Stored data entries
****************************************

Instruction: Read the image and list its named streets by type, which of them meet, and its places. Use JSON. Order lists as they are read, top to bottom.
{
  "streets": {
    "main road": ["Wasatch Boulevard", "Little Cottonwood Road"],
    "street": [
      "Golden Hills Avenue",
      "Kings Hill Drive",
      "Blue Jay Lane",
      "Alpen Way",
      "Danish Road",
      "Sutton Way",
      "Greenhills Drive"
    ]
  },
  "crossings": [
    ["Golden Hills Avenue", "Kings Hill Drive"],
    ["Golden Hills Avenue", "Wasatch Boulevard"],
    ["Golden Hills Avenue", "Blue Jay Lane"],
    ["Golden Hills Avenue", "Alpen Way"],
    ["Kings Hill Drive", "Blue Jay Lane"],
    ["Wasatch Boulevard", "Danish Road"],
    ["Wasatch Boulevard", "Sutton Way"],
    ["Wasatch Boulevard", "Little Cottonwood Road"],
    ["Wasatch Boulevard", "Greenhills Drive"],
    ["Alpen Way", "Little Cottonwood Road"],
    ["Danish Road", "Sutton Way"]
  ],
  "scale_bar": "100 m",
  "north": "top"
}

****************************************

Would you repeat all of the entries exactly?

RESULT OF THE EXERCISE:
Instruction: Read the image and list its named streets by type, which of them meet, and its places. Use JSON. Order lists as they are read, top to bottom.
{
  "streets": {
    "main road": ["Wasatch Boulevard", "Little Cottonwood Road"],
    "street": [
      "Golden Hills Avenue",
      "Kings Hill Drive",
      "Blue Jay Lane",
      "Alpen Way",
      "Danish Road",
      "Sutton Way",
      "Greenhills Drive"
    ]
  },
  "crossings": [
    ["Golden Hills Avenue", "Kings Hill Drive"],
    ["Golden Hills Avenue", "Wasatch Boulevard"],
    ["Golden Hills Avenue", "Blue Jay Lane"],
    ["Golden Hills Avenue", "Alpen Way"],
    ["Kings Hill Drive", "Blue Jay Lane"],
    ["Wasatch Boulevard", "Danish Road"],
    ["Wasatch Boulevard", "Sutton Way"],
    ["Wasatch Boulevard", "Little Cottonwood Road"],
    ["Wasatch Boulevard", "Greenhills Drive"],
    ["Alpen Way", "Little Cottonwood Road"],
    ["Danish Road", "Sutton Way"]
  ],
  "scale_bar": "100 m",
  "north": "top"
}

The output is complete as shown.